A Practical Build Roadmap
A realistic development path for imaging software follows this sequence:
- Discovery and workflow mapping, observe clinical users, document current-state workflows, identify pain points, map DICOM data flows, and define integration boundaries. This phase prevents expensive rework later.
- Architecture and conformance plan, select DICOM libraries and services, define the storage strategy, plan the integration architecture, and draft the DICOM conformance statement. If AI is in scope, define the data pipeline and model serving approach.
- MVP build, narrow to one or two modalities, one integration point, and the core viewing and workflow features. Get working DICOM ingestion and display running early.
- Integration, connect to PACS, RIS, or EHR in a test environment. Validate HL7 message parsing, DICOM query/retrieve, and FHIR resource exchange.
- Validation and QA, test with real-world DICOM data (anonymized), edge cases, large studies, and concurrent users. If the product is a medical device, execute the verification and validation plan per IEC 62304.
- Pilot, deploy to a limited clinical site, collect feedback, measure performance, and iterate.
- Rollout and support, expand to additional sites, modalities, and integrations. Establish monitoring, incident response, and update processes.
Each phase produces artifacts that feed the next.
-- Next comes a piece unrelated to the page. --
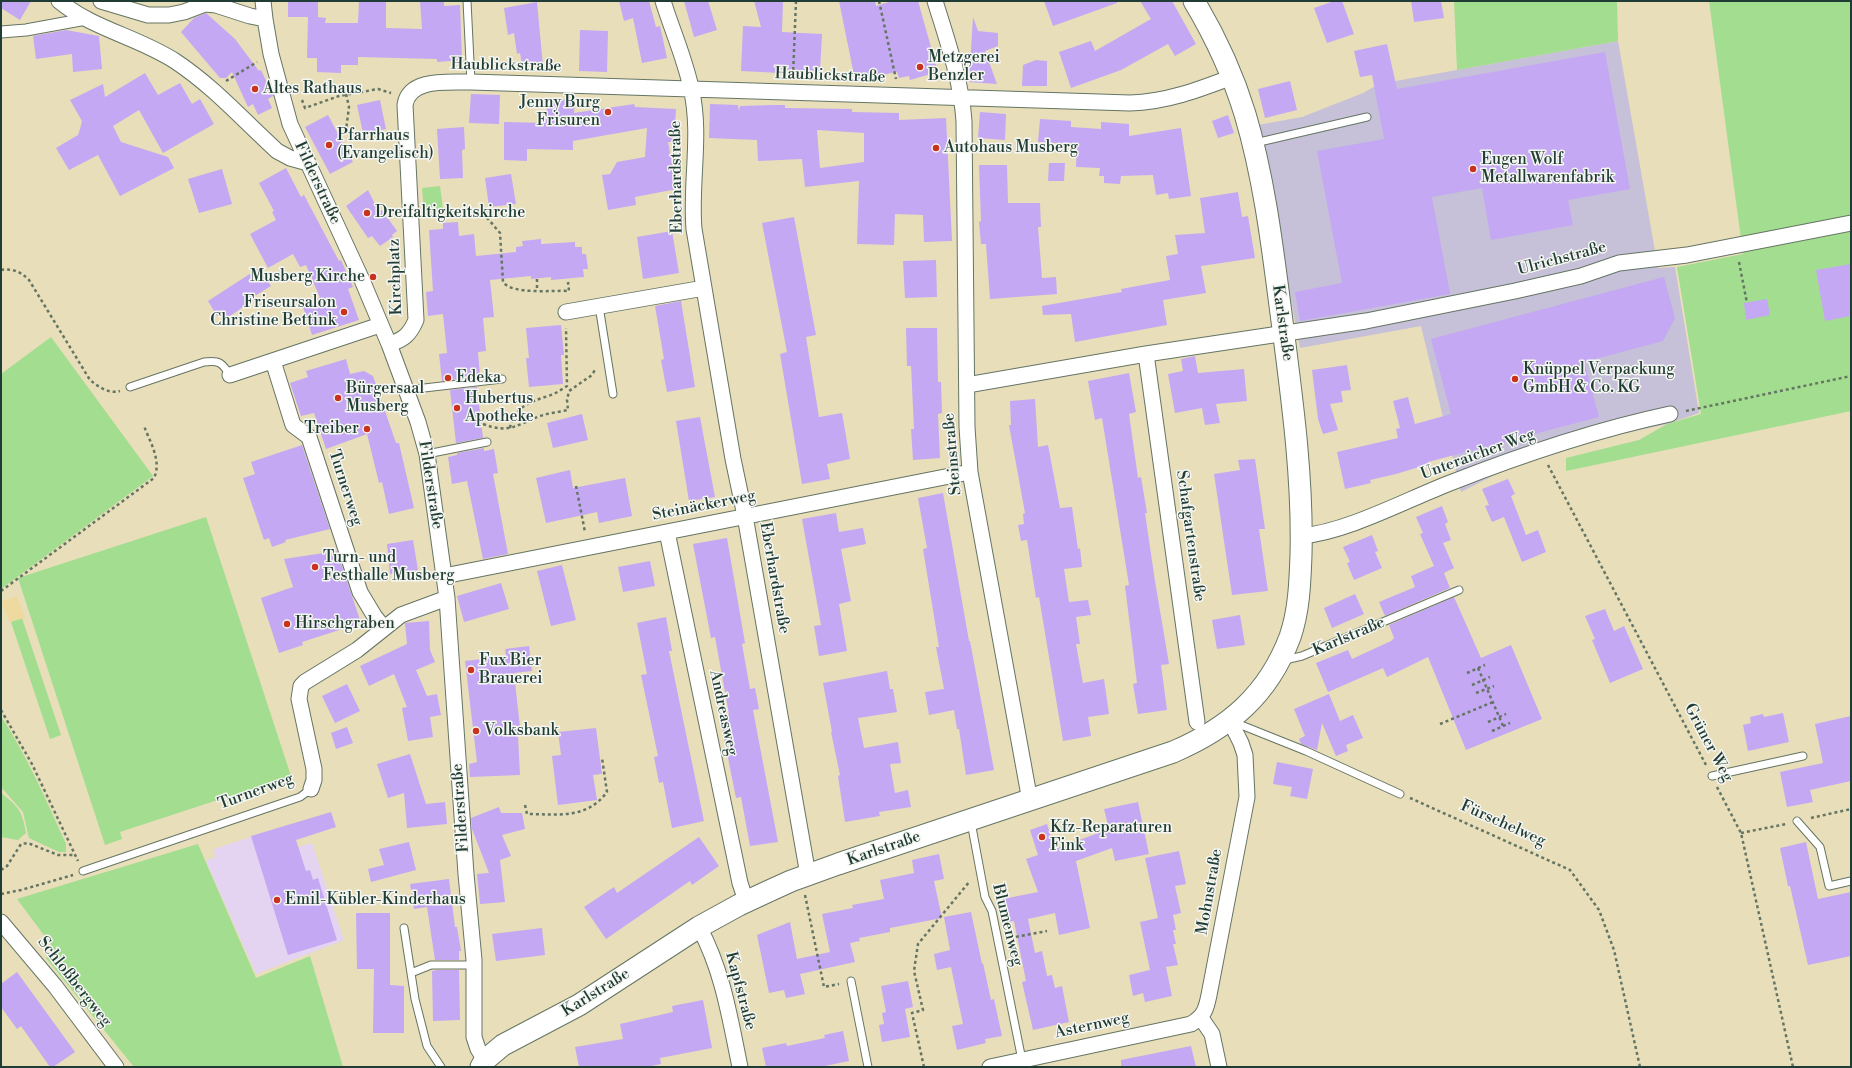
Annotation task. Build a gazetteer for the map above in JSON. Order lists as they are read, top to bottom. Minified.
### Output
{"streets":{"main road":["Karlstraße"],"street":["Haublickstraße","Eberhardstraße","Filderstraße","Ulrichstraße","Kirchplatz","Steinstraße","Unteraicher Weg","Turnerweg","Steinäckerweg","Schafgartenstraße","Andreasweg","Mohnstraße","Schloßbergweg","Kapfstraße","Asternweg"],"lane":["Blumenweg"],"path":["Grüner Weg","Fürschelweg"]},"crossings":[["Haublickstraße","Eberhardstraße"],["Haublickstraße","Kirchplatz"],["Haublickstraße","Karlstraße"],["Haublickstraße","Steinstraße"],["Eberhardstraße","Karlstraße"],["Eberhardstraße","Steinäckerweg"],["Filderstraße","Kirchplatz"],["Filderstraße","Karlstraße"],["Filderstraße","Turnerweg"],["Filderstraße","Steinäckerweg"],["Ulrichstraße","Karlstraße"],["Karlstraße","Steinstraße"],["Karlstraße","Unteraicher Weg"],["Karlstraße","Andreasweg"],["Karlstraße","Mohnstraße"],["Karlstraße","Blumenweg"],["Karlstraße","Kapfstraße"],["Steinstraße","Steinäckerweg"],["Unteraicher Weg","Grüner Weg"],["Steinäckerweg","Andreasweg"],["Mohnstraße","Asternweg"],["Blumenweg","Asternweg"]],"places":["Metzgerei Benzler","Altes Rathaus","Jenny Burg Frisuren","Pfarrhaus (Evangelisch)","Autohaus Musberg","Eugen Wolf Metallwarenfabrik","Dreifaltigkeitskirche","Musberg Kirche","Friseursalon Christine Bettink","Edeka","Knüppel Verpackung GmbH & Co. KG","Bürgersaal Musberg","Hubertus Apotheke","Treiber","Turn- und Festhalle Musberg","Hirschgraben","Fux Bier Brauerei","Volksbank","Kfz-Reparaturen Fink","Emil-Kübler-Kinderhaus"]}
Skipping discovery or conformance planning is the most common source of budget overruns.
Build, Buy, or Extend an Existing Platform?
Not every organization needs to build from scratch. The decision depends on how much of your workflow is standard versus unique.
Buy a commercial PACS or viewer when:
- Your workflow matches what existing products support out of the box
- You do not need deep customization of the reading experience or worklist logic
- You want vendor-managed upgrades, support, and regulatory responsibility
- Time to deployment matters more than differentiation
Build custom when:
- Your product is the imaging software, you're a vendor or platform company
- You need workflow logic, AI integration, or user experience that no off-the-shelf product supports
- You're operating in a niche modality or clinical specialty with unique requirements
- You need full control over the data pipeline, deployment model, and roadmap
Extend or wrap existing systems when:
- You have a working PACS but need a better integration layer, a web viewer, or a workflow orchestration tool on top
- You want to add AI-assisted analysis without replacing the underlying archive
- You need to unify multiple PACS instances behind a single interface or API
Many healthcare software projects fall into the third category. The imaging infrastructure exists, but the workflow, integration, or analytics layer does not meet current needs. Building that middle layer, connecting DICOM services, EHR data, and clinical logic, is often the most practical path.